◆ WHAT THE EXERCISE ASKS: Taking the lines below one at a time, count those with the string "view" and give the result alone.

* * *

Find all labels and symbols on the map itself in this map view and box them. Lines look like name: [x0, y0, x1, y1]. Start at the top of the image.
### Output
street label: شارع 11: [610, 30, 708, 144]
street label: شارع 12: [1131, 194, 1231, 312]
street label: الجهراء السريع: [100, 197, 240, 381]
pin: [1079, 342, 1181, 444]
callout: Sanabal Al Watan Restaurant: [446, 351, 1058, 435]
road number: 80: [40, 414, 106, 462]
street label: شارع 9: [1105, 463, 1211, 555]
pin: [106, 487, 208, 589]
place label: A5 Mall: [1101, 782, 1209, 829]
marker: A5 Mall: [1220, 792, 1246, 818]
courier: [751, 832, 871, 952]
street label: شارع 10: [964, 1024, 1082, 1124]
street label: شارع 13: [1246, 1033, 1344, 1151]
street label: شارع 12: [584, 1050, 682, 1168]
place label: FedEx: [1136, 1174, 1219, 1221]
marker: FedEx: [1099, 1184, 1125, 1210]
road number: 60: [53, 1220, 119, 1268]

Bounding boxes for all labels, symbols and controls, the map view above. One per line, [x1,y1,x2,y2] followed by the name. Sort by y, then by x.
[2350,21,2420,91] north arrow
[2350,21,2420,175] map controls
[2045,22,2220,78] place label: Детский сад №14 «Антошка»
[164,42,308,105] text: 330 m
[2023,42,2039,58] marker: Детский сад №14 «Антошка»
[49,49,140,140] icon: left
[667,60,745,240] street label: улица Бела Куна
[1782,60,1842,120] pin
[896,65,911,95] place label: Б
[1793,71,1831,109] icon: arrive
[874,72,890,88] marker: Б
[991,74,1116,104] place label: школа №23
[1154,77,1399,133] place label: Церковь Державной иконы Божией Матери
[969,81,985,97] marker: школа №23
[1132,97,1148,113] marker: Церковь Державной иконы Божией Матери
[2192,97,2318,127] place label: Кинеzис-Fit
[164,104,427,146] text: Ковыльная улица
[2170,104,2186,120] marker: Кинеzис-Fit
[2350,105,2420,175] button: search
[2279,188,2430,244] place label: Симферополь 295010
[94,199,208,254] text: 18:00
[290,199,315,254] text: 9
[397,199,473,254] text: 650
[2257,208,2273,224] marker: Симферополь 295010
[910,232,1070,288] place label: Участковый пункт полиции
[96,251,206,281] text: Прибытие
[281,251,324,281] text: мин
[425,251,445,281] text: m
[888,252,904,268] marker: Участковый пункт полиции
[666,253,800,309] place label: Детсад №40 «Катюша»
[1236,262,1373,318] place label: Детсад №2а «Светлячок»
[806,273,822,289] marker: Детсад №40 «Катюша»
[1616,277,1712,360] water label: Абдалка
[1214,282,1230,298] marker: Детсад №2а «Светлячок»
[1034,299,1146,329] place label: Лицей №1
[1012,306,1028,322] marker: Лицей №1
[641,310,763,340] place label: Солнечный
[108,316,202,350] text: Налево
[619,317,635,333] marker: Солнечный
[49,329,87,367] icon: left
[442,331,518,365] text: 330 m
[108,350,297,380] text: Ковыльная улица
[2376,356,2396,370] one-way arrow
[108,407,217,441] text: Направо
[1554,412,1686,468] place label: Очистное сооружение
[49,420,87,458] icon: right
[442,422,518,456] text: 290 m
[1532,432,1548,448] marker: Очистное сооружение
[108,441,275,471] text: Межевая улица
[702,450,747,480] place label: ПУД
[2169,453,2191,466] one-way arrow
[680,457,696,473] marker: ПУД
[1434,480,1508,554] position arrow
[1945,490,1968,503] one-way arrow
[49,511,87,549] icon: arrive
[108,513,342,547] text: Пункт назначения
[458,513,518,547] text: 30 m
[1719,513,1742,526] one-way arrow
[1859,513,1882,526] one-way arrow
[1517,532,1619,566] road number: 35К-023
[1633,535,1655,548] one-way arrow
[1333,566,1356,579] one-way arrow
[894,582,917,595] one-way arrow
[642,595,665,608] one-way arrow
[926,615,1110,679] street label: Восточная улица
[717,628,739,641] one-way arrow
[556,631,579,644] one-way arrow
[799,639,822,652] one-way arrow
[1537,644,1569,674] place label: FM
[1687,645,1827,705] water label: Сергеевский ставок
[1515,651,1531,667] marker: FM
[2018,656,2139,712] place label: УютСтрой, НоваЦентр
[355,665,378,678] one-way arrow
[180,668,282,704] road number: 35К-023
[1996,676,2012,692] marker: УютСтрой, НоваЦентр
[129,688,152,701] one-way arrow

* * *

◆ EXERCISE ANSWER: 2